───── Materials provided ─────
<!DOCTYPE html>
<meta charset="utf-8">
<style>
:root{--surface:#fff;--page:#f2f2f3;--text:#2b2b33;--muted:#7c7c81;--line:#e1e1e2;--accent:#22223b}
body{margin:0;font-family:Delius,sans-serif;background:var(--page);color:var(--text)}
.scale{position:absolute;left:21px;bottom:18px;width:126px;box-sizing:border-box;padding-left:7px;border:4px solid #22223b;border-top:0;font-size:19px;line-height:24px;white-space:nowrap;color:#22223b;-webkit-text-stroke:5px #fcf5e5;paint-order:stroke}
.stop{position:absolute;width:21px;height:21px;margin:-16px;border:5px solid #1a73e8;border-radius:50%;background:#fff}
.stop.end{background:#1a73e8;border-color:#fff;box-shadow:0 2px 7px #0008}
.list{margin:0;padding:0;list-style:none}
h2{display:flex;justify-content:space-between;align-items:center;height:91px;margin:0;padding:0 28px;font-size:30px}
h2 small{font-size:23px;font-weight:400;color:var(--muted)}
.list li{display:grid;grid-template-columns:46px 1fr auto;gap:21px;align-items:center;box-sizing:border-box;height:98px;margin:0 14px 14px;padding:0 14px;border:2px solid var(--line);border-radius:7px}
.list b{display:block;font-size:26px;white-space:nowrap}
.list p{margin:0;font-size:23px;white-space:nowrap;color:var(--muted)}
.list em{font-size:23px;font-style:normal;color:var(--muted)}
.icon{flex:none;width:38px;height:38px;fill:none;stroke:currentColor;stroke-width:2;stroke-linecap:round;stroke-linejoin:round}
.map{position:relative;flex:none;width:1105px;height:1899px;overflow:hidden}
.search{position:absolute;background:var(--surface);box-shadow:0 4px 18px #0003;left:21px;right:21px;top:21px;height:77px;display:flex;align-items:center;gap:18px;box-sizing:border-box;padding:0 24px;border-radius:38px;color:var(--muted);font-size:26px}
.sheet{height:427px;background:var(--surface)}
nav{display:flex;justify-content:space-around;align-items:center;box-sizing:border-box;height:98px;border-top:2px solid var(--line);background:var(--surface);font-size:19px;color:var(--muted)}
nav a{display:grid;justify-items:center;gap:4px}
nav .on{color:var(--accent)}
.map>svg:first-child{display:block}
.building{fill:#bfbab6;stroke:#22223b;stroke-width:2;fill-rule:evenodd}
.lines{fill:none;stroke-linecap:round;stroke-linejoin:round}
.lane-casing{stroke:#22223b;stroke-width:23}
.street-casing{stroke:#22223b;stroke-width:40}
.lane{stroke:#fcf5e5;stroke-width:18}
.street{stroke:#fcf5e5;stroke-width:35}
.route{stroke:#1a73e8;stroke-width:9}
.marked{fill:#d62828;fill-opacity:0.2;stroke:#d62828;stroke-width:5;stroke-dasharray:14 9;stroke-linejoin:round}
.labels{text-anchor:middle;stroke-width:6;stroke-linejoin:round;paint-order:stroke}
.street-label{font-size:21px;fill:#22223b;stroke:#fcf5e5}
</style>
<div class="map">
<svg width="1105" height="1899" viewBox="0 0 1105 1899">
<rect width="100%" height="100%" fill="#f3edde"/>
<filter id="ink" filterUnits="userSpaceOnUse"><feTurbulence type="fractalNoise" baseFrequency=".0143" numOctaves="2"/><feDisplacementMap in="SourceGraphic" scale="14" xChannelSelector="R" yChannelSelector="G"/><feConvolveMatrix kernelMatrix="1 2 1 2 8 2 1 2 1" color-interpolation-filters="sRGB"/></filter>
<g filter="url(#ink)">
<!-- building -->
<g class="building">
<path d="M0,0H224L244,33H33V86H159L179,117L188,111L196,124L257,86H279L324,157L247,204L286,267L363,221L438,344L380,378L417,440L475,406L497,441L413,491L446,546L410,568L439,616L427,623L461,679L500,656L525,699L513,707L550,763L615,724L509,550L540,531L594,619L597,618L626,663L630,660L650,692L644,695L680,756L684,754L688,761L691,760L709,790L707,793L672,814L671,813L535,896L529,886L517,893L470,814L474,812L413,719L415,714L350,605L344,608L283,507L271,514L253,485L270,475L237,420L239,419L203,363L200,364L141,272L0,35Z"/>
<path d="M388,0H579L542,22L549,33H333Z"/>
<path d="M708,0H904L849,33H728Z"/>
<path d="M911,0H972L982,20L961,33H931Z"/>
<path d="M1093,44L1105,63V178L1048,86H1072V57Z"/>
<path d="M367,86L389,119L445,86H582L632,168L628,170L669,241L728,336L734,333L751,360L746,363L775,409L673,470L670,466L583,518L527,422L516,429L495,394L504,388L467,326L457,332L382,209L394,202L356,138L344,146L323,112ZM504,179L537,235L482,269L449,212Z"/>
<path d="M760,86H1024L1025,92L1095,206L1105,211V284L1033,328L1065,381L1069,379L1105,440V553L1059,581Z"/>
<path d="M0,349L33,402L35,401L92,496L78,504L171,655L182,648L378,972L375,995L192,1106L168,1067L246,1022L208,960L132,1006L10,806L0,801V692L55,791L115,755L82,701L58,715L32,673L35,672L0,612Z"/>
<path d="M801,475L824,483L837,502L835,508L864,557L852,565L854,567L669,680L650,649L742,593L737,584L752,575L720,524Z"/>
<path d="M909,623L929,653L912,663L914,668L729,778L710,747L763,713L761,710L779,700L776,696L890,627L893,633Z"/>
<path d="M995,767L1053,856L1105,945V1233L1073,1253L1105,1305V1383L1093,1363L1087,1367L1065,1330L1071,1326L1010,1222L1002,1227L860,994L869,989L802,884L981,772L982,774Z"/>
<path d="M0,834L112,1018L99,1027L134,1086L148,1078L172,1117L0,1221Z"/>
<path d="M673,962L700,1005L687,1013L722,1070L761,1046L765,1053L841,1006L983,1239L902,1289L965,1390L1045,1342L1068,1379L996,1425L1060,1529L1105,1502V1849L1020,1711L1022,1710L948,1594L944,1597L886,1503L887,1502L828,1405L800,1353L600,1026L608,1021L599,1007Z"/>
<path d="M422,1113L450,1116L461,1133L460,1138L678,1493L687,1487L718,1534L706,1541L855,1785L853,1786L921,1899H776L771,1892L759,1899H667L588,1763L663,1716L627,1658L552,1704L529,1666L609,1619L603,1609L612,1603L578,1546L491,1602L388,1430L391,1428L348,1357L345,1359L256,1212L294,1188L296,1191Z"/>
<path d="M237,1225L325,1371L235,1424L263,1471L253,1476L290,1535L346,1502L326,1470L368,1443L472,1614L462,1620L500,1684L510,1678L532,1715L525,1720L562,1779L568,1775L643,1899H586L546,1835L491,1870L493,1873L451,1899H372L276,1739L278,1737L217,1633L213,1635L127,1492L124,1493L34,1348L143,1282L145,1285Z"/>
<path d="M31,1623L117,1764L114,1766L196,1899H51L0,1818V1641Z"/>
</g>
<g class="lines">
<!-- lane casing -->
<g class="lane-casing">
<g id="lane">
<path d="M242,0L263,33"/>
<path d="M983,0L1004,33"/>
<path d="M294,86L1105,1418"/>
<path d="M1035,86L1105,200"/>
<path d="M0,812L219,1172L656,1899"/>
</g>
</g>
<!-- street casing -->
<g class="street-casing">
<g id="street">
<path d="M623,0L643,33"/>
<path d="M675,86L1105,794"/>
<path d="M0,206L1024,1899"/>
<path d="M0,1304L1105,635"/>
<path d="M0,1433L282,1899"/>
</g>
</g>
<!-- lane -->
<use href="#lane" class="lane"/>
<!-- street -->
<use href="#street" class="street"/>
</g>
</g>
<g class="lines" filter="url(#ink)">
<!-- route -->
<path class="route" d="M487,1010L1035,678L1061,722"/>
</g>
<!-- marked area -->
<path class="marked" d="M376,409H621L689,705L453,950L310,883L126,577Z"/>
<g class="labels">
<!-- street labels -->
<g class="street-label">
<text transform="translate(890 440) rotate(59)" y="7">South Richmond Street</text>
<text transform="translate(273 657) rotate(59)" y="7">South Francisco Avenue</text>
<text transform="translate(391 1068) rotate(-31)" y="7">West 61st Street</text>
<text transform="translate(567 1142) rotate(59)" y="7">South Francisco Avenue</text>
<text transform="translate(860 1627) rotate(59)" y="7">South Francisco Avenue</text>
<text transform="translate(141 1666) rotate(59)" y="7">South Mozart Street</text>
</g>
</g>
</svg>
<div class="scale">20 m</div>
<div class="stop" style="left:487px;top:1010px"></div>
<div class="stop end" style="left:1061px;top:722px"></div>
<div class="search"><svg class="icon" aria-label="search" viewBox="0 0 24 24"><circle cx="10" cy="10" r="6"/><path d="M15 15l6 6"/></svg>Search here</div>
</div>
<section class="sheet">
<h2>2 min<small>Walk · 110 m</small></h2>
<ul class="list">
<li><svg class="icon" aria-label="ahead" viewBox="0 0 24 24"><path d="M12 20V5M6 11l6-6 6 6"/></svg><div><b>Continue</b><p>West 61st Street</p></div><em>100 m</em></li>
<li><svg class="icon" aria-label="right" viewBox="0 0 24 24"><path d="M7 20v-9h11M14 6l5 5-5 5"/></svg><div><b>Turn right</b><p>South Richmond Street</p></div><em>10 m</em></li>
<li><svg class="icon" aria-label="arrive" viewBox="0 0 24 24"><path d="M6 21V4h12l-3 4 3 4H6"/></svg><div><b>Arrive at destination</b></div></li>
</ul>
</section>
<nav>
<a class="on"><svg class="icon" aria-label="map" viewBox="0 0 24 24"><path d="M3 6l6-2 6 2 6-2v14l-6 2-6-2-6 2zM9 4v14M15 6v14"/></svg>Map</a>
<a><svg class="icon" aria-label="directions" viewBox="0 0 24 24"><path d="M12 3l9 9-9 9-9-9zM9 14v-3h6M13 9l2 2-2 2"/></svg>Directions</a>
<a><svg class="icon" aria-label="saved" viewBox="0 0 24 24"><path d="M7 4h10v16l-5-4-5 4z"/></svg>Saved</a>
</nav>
─────
Problem -> Your answer should be each line of the data that contains the word "labels", copied as it stands.

Finished task ->
.labels{text-anchor:middle;stroke-width:6;stroke-linejoin:round;paint-order:stroke}
<g class="labels">
<!-- street labels -->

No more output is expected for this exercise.